#### Exercise objective
Copy all lines below exactly as written. Leave pictures out.

#### Data provided
********

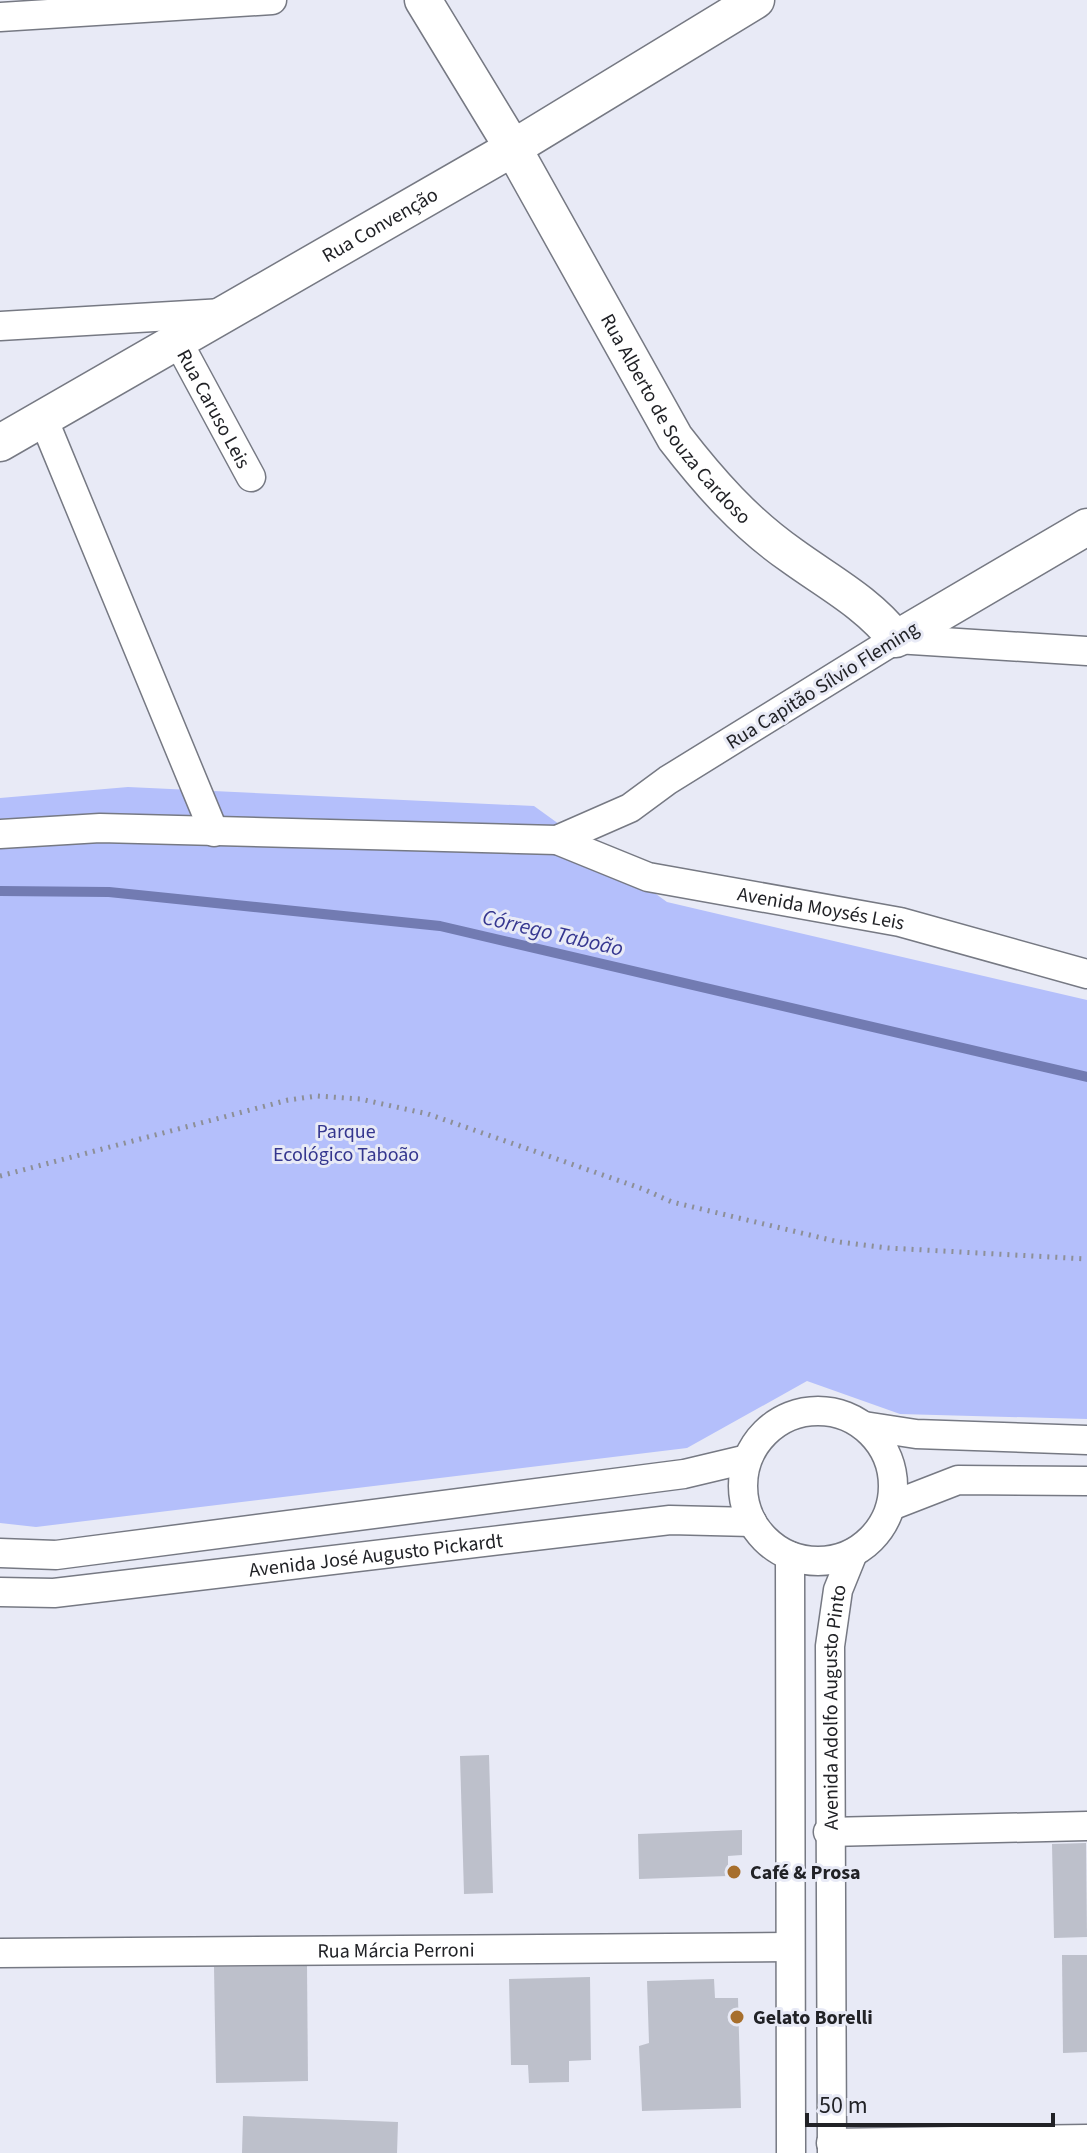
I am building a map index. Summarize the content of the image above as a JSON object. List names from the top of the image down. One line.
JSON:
{"streets":{"street":["Rua Convenção","Rua Caruso Leis","Rua Alberto de Souza Cardoso","Rua Capitão Sílvio Fleming","Avenida Moysés Leis","Avenida José Augusto Pickardt","Avenida Adolfo Augusto Pinto","Rua Márcia Perroni"]},"crossings":[["Rua Convenção","Rua Caruso Leis"],["Rua Convenção","Rua Alberto de Souza Cardoso"],["Rua Alberto de Souza Cardoso","Rua Capitão Sílvio Fleming"],["Rua Capitão Sílvio Fleming","Avenida Moysés Leis"],["Avenida José Augusto Pickardt","Avenida Adolfo Augusto Pinto"],["Avenida Adolfo Augusto Pinto","Rua Márcia Perroni"]],"water":["Córrego Taboão"],"parks":["Parque Ecológico Taboão"],"places":["Café & Prosa","Gelato Borelli"],"scale_bar":"50 m"}
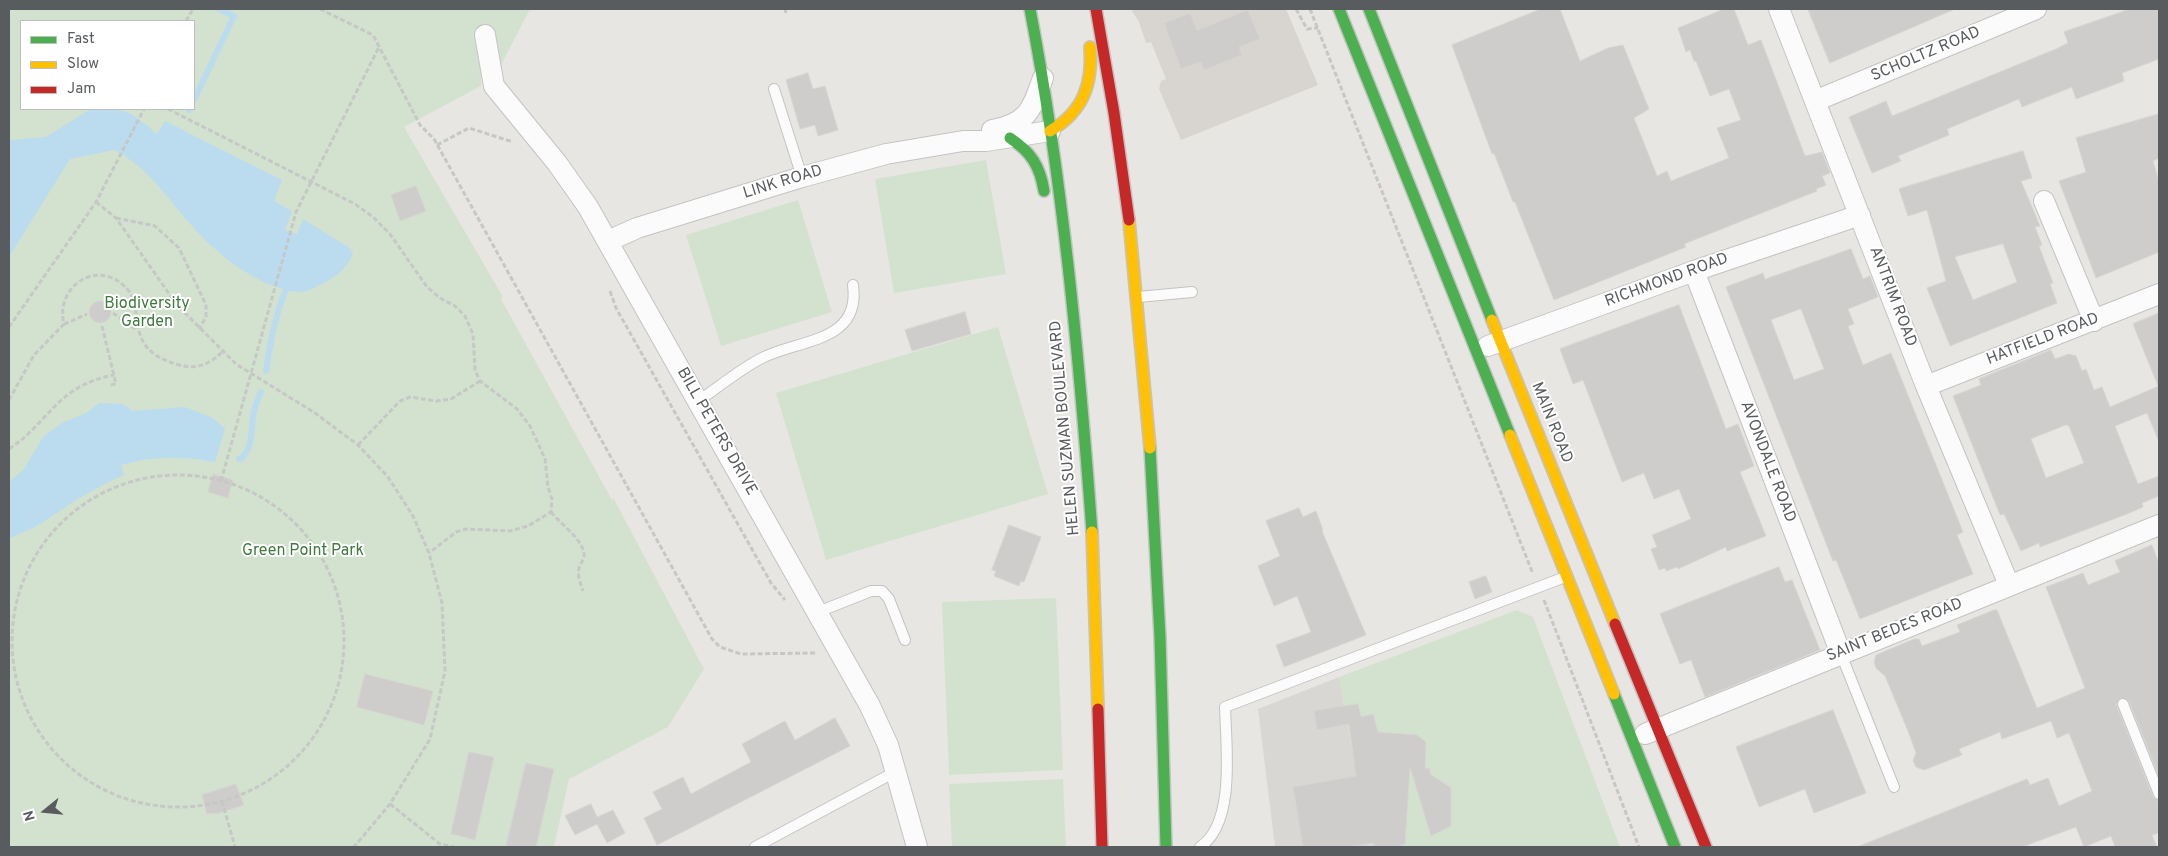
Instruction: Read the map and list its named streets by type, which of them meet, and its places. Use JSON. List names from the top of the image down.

********

#### Expected output
I am building a map index. Summarize the content of the image above as a JSON object. List names from the top of the image down. One line.
JSON:
{"streets":{"street":["Rua Convenção","Rua Caruso Leis","Rua Alberto de Souza Cardoso","Rua Capitão Sílvio Fleming","Avenida Moysés Leis","Avenida José Augusto Pickardt","Avenida Adolfo Augusto Pinto","Rua Márcia Perroni"]},"crossings":[["Rua Convenção","Rua Caruso Leis"],["Rua Convenção","Rua Alberto de Souza Cardoso"],["Rua Alberto de Souza Cardoso","Rua Capitão Sílvio Fleming"],["Rua Capitão Sílvio Fleming","Avenida Moysés Leis"],["Avenida José Augusto Pickardt","Avenida Adolfo Augusto Pinto"],["Avenida Adolfo Augusto Pinto","Rua Márcia Perroni"]],"water":["Córrego Taboão"],"parks":["Parque Ecológico Taboão"],"places":["Café & Prosa","Gelato Borelli"],"scale_bar":"50 m"}
Instruction: Read the map and list its named streets by type, which of them meet, and its places. Use JSON. List names from the top of the image down.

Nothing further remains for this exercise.